:: Exercise ::
The lines from the start of the data through the line with "Summarize the content of this" are to be returned verbatim; all later lines are to be omitted.

:: Study material ::
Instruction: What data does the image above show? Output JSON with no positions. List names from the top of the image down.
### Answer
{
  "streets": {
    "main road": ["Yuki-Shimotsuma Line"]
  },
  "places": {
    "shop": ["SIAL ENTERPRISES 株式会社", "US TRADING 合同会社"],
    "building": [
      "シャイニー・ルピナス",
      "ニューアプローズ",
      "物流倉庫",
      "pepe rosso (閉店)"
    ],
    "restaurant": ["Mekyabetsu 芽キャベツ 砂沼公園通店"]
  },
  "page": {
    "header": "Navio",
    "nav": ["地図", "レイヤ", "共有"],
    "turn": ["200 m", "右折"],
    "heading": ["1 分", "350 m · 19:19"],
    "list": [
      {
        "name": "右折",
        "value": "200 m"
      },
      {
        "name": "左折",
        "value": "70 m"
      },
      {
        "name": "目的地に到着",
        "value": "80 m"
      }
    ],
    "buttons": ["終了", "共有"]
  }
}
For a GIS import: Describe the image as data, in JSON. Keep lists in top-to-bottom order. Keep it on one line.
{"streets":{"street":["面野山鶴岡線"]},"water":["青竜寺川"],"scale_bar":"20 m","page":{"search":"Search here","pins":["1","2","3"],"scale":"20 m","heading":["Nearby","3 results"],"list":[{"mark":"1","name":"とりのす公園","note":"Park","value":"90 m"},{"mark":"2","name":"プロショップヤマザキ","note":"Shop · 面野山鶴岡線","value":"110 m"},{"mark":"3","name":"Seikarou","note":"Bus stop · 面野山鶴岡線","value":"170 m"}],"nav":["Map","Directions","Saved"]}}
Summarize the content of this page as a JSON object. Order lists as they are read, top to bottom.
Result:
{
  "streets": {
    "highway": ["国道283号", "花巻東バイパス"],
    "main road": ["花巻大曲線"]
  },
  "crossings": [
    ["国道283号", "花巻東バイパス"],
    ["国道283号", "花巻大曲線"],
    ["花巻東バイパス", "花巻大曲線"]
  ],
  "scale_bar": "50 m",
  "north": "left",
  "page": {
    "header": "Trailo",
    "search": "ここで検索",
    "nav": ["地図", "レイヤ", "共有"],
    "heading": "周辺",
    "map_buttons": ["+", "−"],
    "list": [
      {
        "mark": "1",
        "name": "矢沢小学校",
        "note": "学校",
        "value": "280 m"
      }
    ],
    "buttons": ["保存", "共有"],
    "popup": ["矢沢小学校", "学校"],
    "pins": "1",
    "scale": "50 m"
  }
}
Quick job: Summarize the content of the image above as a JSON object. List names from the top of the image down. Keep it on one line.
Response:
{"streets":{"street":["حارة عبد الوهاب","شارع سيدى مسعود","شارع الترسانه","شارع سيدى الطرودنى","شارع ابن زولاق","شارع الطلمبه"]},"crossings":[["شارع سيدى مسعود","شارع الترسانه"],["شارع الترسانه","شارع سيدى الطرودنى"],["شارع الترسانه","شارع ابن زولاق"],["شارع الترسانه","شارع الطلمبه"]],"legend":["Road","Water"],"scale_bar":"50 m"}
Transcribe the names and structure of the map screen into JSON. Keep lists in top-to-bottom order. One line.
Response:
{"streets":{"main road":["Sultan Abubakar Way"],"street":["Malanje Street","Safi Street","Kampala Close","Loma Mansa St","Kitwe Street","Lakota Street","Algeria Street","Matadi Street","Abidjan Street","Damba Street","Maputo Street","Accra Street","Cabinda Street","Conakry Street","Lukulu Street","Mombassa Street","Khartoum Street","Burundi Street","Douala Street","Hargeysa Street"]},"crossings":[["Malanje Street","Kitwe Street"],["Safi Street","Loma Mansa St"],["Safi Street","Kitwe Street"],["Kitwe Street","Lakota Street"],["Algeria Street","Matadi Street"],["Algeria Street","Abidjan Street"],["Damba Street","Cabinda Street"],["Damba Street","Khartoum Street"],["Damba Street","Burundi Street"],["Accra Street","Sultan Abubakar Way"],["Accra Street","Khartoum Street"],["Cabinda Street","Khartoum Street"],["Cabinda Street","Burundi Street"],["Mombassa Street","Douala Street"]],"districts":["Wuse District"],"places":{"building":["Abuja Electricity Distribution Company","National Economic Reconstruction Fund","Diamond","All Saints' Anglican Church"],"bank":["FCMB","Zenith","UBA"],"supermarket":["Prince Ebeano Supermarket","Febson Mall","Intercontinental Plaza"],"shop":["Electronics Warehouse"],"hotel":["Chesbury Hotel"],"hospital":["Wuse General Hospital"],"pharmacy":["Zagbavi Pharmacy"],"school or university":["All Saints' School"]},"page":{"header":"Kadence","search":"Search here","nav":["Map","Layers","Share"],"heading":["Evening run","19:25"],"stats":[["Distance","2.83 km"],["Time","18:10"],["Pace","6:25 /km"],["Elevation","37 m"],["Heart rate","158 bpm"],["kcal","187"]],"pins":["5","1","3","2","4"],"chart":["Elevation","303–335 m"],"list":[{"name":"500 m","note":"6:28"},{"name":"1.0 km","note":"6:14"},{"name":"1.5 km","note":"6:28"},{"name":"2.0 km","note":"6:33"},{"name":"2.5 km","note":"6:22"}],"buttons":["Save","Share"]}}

:: Expected answer ::
Instruction: What data does the image above show? Output JSON with no positions. List names from the top of the image down.
### Answer
{
  "streets": {
    "main road": ["Yuki-Shimotsuma Line"]
  },
  "places": {
    "shop": ["SIAL ENTERPRISES 株式会社", "US TRADING 合同会社"],
    "building": [
      "シャイニー・ルピナス",
      "ニューアプローズ",
      "物流倉庫",
      "pepe rosso (閉店)"
    ],
    "restaurant": ["Mekyabetsu 芽キャベツ 砂沼公園通店"]
  },
  "page": {
    "header": "Navio",
    "nav": ["地図", "レイヤ", "共有"],
    "turn": ["200 m", "右折"],
    "heading": ["1 分", "350 m · 19:19"],
    "list": [
      {
        "name": "右折",
        "value": "200 m"
      },
      {
        "name": "左折",
        "value": "70 m"
      },
      {
        "name": "目的地に到着",
        "value": "80 m"
      }
    ],
    "buttons": ["終了", "共有"]
  }
}
For a GIS import: Describe the image as data, in JSON. Keep lists in top-to-bottom order. Keep it on one line.
{"streets":{"street":["面野山鶴岡線"]},"water":["青竜寺川"],"scale_bar":"20 m","page":{"search":"Search here","pins":["1","2","3"],"scale":"20 m","heading":["Nearby","3 results"],"list":[{"mark":"1","name":"とりのす公園","note":"Park","value":"90 m"},{"mark":"2","name":"プロショップヤマザキ","note":"Shop · 面野山鶴岡線","value":"110 m"},{"mark":"3","name":"Seikarou","note":"Bus stop · 面野山鶴岡線","value":"170 m"}],"nav":["Map","Directions","Saved"]}}
Summarize the content of this page as a JSON object. Order lists as they are read, top to bottom.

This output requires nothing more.